Option 1: JSON Serialization
type JSONCodec struct{}
func (c JSONCodec) Encode(v interface{}) ([]byte, error) {
    return json.Marshal(v)
}
func (c JSONCodec) Decode(data []byte, v interface{}) error {
    return json.Unmarshal(data, v)
}
// Usage:
codec := JSONCodec{}
data, _ := codec.Encode("hello")  // => []byte(`"hello"`)
var s string
codec.Decode(data, &s)  // => s = "hello"Pros:
- • Human-readable
- • Widely supported
Cons:
- • Verbose
- • Slow
- • Type information lost
Option 2: Protocol Buffers
protobuf
syntax = "proto3";
message Value {
    oneof data {
        string string_value = 1;
        int64 int_value = 2;
        bytes bytes_value = 3;
    }
}Pros:
- • Compact
- • Fast
- • Schema versioning
Cons:
- • Requires code generation
- • Steeper learning curve
Option 3: Custom Binary Encoding
// Simple binary format for our use case
type BinaryCodec struct{}
// Format: [type_byte][length_varint][data...]
func (c BinaryCodec) Encode(v interface{}) ([]byte, error) {
    buf := bytes.NewBuffer(nil)
    
    switch val := v.(type) {
    case string:
        buf.WriteByte(1)  // type: string
        binary.Write(buf, binary.BigEndian, int32(len(val)))
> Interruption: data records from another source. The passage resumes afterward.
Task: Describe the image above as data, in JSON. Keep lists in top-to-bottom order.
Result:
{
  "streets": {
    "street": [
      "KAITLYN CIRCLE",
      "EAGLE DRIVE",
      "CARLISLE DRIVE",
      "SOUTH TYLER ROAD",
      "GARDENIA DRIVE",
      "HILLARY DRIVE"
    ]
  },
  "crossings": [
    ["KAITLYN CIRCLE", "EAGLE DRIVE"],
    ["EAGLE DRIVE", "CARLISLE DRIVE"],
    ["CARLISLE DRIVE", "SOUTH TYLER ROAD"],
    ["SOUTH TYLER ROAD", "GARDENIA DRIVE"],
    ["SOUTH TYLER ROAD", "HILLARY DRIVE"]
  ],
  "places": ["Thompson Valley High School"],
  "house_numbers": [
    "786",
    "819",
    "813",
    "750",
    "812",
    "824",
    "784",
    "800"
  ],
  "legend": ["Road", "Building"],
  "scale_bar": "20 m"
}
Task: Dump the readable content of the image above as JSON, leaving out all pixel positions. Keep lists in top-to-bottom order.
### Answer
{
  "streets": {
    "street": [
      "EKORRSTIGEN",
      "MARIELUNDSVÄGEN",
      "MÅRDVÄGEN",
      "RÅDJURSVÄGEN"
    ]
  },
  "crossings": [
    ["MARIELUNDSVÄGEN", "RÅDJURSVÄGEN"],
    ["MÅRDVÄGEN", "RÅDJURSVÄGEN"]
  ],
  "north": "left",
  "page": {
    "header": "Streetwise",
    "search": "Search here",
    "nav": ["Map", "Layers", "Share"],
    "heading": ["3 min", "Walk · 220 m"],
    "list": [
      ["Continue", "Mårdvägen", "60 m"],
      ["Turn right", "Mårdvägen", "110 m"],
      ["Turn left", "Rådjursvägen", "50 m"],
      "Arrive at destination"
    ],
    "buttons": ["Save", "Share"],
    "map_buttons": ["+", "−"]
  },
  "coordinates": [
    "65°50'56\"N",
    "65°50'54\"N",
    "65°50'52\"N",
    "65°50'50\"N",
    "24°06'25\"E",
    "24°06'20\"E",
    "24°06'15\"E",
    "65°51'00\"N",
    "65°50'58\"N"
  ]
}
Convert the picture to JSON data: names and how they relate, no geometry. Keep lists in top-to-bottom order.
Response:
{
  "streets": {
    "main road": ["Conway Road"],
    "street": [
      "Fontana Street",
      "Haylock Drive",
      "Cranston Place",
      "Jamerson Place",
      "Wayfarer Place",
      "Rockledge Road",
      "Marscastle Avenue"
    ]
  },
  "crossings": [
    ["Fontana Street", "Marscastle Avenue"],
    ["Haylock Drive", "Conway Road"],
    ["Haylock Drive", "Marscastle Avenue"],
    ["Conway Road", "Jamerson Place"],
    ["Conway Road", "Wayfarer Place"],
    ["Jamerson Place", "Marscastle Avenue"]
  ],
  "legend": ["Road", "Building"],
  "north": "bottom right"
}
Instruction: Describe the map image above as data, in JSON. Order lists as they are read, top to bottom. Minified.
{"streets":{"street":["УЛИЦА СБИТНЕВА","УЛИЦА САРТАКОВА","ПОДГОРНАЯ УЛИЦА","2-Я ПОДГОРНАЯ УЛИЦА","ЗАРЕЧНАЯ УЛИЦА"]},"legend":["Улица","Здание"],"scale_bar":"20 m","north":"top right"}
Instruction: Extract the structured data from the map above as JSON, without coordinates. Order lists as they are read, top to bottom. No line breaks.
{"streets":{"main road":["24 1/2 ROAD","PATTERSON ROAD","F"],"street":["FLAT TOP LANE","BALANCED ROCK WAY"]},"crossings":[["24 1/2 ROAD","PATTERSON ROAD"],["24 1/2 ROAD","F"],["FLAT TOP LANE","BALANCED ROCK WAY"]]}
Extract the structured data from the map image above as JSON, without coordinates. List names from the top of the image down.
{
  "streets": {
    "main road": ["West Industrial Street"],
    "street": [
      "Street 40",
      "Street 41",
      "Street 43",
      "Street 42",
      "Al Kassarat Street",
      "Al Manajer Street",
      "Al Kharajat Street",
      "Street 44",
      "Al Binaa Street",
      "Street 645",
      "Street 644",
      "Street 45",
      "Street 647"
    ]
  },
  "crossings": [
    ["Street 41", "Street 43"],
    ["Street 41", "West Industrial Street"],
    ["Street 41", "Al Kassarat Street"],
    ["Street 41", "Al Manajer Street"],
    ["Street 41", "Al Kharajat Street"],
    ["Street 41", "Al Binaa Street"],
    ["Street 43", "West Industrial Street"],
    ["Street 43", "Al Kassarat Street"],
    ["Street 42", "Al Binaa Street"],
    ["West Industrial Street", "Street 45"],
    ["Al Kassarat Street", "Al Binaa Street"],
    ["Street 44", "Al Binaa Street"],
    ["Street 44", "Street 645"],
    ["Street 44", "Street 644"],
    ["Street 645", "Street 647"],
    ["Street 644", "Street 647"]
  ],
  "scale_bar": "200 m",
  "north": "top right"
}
        buf.WriteString(val)
    case int64:
        buf.WriteByte(2)  // type: int64
        binary.Write(buf, binary.BigEndian, val)
    case []byte:
        buf.WriteByte(3)  // type: bytes
        binary.Write(buf, binary.BigEndian, int32(len(val)))
        buf.Write(val)
    default:
        return nil, errors.New("unsupported type")
    }
    
    return buf.Bytes(), nil
}Pros:
- • Minimal overhead
- • Fast
- • Control over format
Cons:
- • Manual implementation
- • Limited type support
Decision for our course: Start with storing byte slices ([]byte)
This simplifies serialization and forces explicit encoding decisions.
Lesson 2.3: Testing Strategy
Unit Testing Fundamentals
Test Structure in Go - Test functions must start with "Test"
// Filename: store_test.go (same directory as store.go)
// Test functions must start with "Test"
func TestStoreGet(t *testing.T) {
    // Arrange: Set up test fixtures
    store := NewShardedStore(4)
    store.Put(context.Background(), []byte("key1"), []byte("value1"))
    
    // Act: Execute the code under test
    result, err := store.Get(context.Background(), []byte("key1"))
    
    // Assert: Verify the result
    if err != nil {
        t.Fatalf("unexpected error: %v", err)
    }
    
    if string(result) != "value1" {
        t.Errorf("got %q, want %q", string(result), "value1")
    }
}Subtests for Organization
func TestStore(t *testing.T) {
    store := NewShardedStore(4)
    
    t.Run("Put and Get", func(t *testing.T) {
        store.Put(context.Background(), []byte("k"), []byte("v"))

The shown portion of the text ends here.